[Stored dataset items]
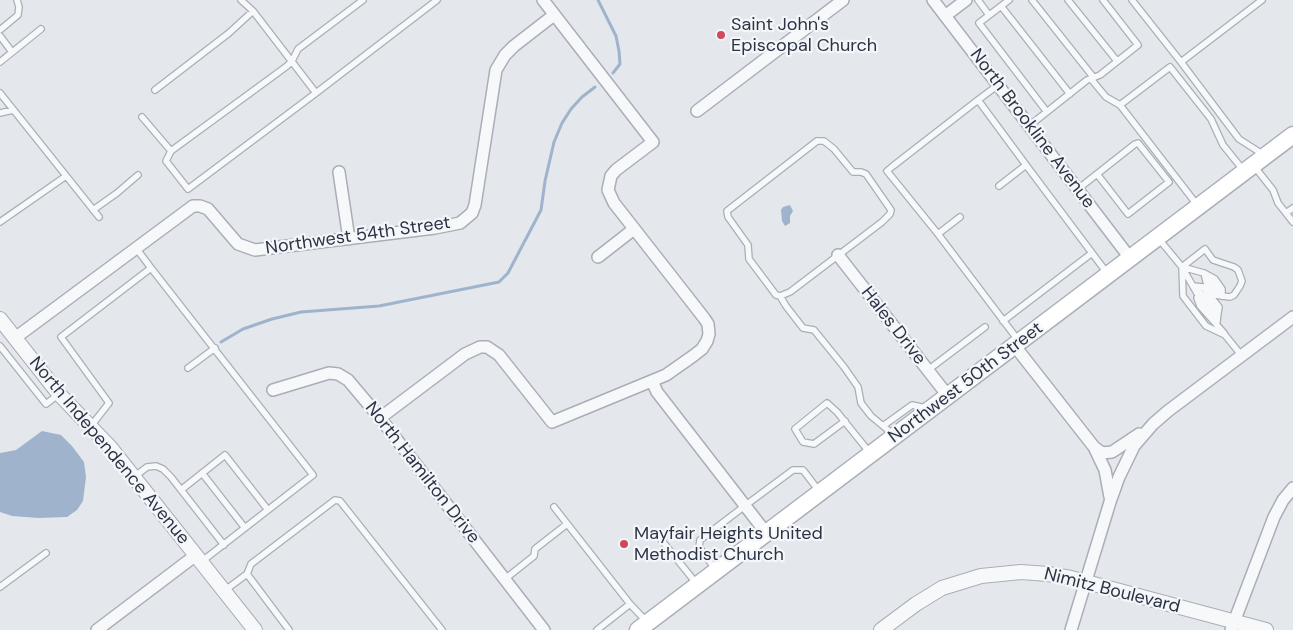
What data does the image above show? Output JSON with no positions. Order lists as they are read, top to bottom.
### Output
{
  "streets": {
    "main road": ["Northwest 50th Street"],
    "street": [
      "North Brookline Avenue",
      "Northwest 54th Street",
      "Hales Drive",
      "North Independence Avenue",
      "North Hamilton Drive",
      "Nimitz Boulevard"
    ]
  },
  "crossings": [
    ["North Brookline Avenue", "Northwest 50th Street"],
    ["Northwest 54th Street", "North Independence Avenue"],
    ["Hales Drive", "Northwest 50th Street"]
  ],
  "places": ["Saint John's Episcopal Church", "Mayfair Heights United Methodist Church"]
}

* * *

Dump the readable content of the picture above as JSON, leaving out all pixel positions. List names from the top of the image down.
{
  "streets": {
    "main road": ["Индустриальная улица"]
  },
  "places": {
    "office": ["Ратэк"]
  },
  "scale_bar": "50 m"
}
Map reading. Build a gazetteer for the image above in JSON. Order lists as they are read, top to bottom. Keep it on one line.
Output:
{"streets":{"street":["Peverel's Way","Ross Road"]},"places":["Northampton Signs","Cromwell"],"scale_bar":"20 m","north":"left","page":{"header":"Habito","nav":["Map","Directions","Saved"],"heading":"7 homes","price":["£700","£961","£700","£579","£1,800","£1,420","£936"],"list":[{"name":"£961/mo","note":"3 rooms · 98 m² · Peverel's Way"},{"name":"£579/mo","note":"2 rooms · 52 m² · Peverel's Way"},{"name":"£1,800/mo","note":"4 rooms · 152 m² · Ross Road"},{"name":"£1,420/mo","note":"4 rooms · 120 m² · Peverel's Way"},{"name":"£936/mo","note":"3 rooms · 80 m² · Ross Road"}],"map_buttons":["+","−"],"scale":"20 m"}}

--

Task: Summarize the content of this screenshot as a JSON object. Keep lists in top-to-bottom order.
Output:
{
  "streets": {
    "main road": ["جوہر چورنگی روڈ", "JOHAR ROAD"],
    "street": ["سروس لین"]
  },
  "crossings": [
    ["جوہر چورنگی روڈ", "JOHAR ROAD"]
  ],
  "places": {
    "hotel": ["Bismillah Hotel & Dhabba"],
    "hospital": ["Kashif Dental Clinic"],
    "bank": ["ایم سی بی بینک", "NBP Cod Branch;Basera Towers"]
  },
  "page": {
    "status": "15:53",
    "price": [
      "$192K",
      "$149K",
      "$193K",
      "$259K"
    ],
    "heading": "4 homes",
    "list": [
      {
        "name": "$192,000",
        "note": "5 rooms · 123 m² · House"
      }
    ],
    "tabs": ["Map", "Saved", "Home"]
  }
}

__PROBLEM REQUIREMENTS__:
Where a line in the entries holds "Keep", copy that line.

__SOLUTION TO THIS TASK__:
Map reading. Build a gazetteer for the image above in JSON. Order lists as they are read, top to bottom. Keep it on one line.
Task: Summarize the content of this screenshot as a JSON object. Keep lists in top-to-bottom order.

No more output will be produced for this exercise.